10 thoughts on “Readers’ wildlife photos

  1. I have a peanut feeder at my second-floor computer room window–which I have literally just refilled. So far, I have seen cardinals, red-bellied woodpeckers, chickadees (funny to see them grab peanuts which look as big as the birds’ bodies, and bluejays at the feeder. The jays are the only ones to manage two-fers, and I watched one try for a minute or so for a three-fer–sorry, Sammy–was not happenin’!

  2. After moving West of the Rockies, I miss the Blue Jays (although they are slowly making there way out here). Thanks for these.

  3. “The cluster has a radial velocity of 490 kilometres per second”

    I assume this means the cluster is orbiting our galaxy. Do you know how far it is from the center of the Milky Way? The picture is probably complicated since the gravitational influence of our galaxy is not a point since the stars at a distance from the center are attracting any near object at some angle to the radius.

    Speaking of astronomy, Sean Carroll has a new web series called, The Biggest Ideas in the Universe. He explores the ideas (physics, astronomy, etc.) in an easily digestible way. Not too much detail, in an attempt to point out the significance of the Big Ideas. An intro and two episodes are already up.

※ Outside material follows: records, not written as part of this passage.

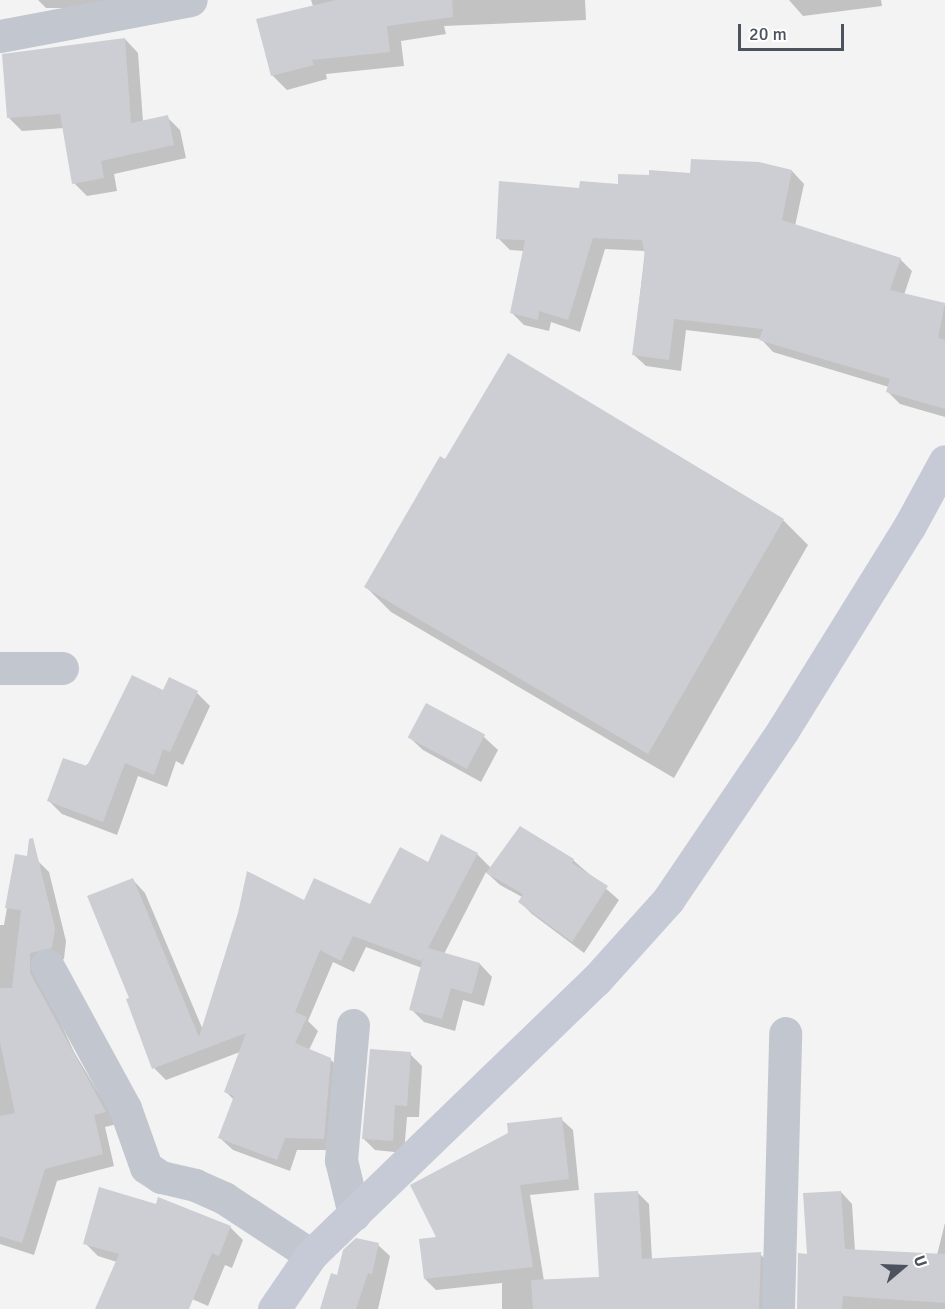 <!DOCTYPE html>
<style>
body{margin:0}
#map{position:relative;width:945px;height:1309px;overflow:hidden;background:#f4f3f3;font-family:Signika,sans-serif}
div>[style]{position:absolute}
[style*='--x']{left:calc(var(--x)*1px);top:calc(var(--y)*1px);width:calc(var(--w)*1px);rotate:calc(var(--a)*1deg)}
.shadow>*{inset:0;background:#0003}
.building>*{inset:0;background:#cdced4;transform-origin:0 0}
.street>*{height:33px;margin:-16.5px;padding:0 16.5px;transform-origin:16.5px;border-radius:16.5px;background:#c2c7cf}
.secondary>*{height:33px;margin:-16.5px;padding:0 16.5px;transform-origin:16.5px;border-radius:16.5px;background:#c6cad7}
span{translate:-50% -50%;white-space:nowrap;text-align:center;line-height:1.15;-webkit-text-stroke:5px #fff;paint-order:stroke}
.north{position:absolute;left:873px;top:1237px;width:60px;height:60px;-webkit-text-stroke:4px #fff;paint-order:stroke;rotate:71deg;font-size:16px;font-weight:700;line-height:24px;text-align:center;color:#4c525e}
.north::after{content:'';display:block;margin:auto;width:21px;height:27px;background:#4c525e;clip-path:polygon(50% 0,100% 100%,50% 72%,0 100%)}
.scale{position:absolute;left:738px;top:24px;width:106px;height:27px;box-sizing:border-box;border:3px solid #4c525e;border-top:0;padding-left:8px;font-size:18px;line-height:21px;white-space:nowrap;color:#4c525e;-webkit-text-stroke:4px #fff;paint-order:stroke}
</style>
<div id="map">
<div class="shadow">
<i style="clip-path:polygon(38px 0,148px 0,126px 8px,46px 8px)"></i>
<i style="clip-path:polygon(311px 0,585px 0,586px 20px,444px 26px,446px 34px,401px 41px,404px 66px,326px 74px,327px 79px,287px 90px,272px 75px,313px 6px)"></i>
<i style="clip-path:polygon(789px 0,881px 0,882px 6px,803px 16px)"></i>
<i style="clip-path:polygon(125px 39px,138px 53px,143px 122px,167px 117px,180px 130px,186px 158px,114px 174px,117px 191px,87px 196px,74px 183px,64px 128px,22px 131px,9px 118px)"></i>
<i style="clip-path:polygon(792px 171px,804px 184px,795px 226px,900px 259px,912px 271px,904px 295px,945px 305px,945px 417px,900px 404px,888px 392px,889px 387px,773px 352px,761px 339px,686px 330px,681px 371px,646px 366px,633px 354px,645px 251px,605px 249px,580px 332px,551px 322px,549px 331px,524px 325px,512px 313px,524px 251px,510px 250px,498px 238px,581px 189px,692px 175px)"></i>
<i style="clip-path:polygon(783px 520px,808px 545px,674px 778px,391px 612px,366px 587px)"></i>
<i style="clip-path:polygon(163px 692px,197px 693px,210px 706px,183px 765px,176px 761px,167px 787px,138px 776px,117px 835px,62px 814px,49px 801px)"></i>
<i style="clip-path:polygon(427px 705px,484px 737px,498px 750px,481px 782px,423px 750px,409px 737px)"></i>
<i style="clip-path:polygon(477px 854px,491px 868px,573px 860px,619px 900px,584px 953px,532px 914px,520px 902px,522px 897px,500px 885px,486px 872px,444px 954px,480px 964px,492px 977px,484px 1006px,463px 1000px,455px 1031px,424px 1022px,411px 1009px,422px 968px,366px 947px,354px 972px,333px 962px,308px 1021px,318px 1031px,309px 1050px,330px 1059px,343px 1072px,336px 1150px,297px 1150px,290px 1171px,233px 1150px,220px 1138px,234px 1100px,226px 1092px,240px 1052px,166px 1080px,154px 1068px,131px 999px,133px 880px,145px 893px,203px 1030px,304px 903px,370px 906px,428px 864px)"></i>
<i style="clip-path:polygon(16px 856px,37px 860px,49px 872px,66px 941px,64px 959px,41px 965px,40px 978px,74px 1052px,117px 1124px,105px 1127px,114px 1166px,57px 1181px,34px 1255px,0 1244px,0 925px,4px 925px)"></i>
<i style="clip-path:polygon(410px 1054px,422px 1066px,419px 1117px,407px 1117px,404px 1153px,375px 1150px,363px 1138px)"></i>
<i style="clip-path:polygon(561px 1119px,573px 1130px,579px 1190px,530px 1195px,544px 1281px,601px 1279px,637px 1192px,649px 1204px,652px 1260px,760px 1254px,771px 1265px,772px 1309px,502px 1309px,502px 1283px,436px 1290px,425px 1279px,438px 1238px)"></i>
<i style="clip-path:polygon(841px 1192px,852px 1204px,855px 1251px,937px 1255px,945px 1223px,945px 1309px,798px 1309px,809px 1255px)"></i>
<i style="clip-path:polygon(230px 1227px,243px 1240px,232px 1268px,225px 1265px,208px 1306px,192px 1299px,187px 1309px,96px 1309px,117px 1262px,98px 1256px,85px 1243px)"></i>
<i style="clip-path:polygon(378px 1245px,390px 1256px,378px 1309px,321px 1309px,338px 1277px)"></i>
</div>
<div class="building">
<i style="clip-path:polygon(336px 0,452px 0,453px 17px,387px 26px,390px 52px,312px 60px,314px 65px,271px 76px,256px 19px)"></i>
<i style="clip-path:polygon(125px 38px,131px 123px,168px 115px,174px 145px,101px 161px,104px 178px,72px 184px,60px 114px,7px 118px,2px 54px)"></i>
<i style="clip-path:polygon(691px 159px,759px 162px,792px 170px,782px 220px,901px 258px,890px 290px,945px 303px,938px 338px,945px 340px,945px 409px,886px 392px,890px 379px,759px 340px,763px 329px,674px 319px,669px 360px,632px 355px,645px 256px,642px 240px,593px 238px,568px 320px,539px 311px,538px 320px,510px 313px,525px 240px,496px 239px,499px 181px,579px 188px,580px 181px,618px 184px,618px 174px,649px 175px,649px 170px,690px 173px)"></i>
<i style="clip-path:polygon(508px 353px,784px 519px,648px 754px,364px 587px,440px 456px,445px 459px)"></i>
<i style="clip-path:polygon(132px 675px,163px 690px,169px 677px,198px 691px,170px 752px,163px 749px,154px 775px,125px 763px,103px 822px,47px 801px,63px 758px,87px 766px)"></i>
<i style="left:426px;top:703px;width:67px;height:39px;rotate:28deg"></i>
<i style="clip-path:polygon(520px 826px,574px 859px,572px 863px,608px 886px,572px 942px,518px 902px,523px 894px,486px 873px)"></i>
<i style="clip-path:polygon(441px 834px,478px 853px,428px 948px,480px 963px,472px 994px,451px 988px,442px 1019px,409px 1010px,423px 958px,421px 961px,353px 936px,341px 961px,320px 950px,295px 1012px,307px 1017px,295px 1043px,331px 1058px,324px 1139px,285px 1138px,277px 1160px,218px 1138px,234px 1096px,224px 1092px,246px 1033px,152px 1069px,126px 999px,129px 998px,87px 896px,133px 878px,199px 1037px,238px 913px,247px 871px,304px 900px,314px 878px,370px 904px,400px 847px,428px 862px)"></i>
<i style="clip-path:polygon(33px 838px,55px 928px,52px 948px,30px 953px,30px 973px,106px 1112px,94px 1115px,103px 1154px,45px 1169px,22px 1243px,0 1236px,0 1116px,15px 1113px,0 1042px,0 988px,12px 988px,21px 910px,5px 908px,15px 854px,27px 856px,29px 839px)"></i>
<i style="clip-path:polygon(370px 1049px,411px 1052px,407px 1106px,395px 1105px,393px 1141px,362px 1139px)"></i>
<i style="clip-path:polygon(562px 1117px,569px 1179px,520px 1185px,533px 1267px,424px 1279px,419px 1239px,436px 1237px,410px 1185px,508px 1133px,507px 1123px)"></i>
<i style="clip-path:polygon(99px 1187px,156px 1204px,158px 1197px,231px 1226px,219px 1256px,212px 1253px,189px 1309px,95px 1309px,119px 1254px,83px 1244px)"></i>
<i style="clip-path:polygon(638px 1191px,642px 1259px,761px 1252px,759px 1309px,533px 1309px,531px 1280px,599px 1277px,594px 1193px)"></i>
<i style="clip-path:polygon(841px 1191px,845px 1249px,945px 1254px,945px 1303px,843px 1296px,842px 1309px,797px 1309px,798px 1253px,807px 1254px,803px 1193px)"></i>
<i style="clip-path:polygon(356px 1238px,379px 1243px,372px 1274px,368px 1273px,356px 1309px,320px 1309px,331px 1273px,337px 1275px,343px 1250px)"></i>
</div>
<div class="street">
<i style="--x:0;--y:36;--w:194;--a:-10.7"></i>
<i style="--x:0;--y:668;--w:62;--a:0"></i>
<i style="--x:47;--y:965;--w:163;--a:61.4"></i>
<i style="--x:125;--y:1108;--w:63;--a:70.4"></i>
<i style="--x:146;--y:1167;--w:18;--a:34"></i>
<i style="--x:161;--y:1177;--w:35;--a:13"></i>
<i style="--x:195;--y:1185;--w:32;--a:24"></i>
<i style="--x:224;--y:1198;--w:104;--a:33.2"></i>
<i style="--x:353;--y:1025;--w:136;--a:95.1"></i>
<i style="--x:341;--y:1160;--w:56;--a:76.5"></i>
<i style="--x:778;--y:1309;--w:276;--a:-88.5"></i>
</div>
<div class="secondary">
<i style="--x:274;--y:1309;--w:65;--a:-55.6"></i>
<i style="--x:311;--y:1255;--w:396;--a:-44"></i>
<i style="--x:596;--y:980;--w:108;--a:-48"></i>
<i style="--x:668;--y:900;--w:205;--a:-55.9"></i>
<i style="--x:783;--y:730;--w:239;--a:-58.2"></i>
<i style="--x:909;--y:527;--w:75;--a:-61.4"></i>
</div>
<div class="north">U</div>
<div class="scale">20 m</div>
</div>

    1. My best guess is that NGC3201 is about 43,000 light years from the galactic centre. It is about 16,000 light years from us and we are about 27,000 light years from the galactic core. The line of sight to NGC3201 is approximately 180 degrees away from the line of sight to the centre of the Milky Way.

      Yes, it is orbiting the centre of the galaxy. So is everything in the Milky Way. The Sun has done the orbit about 20 times since the solar system formed.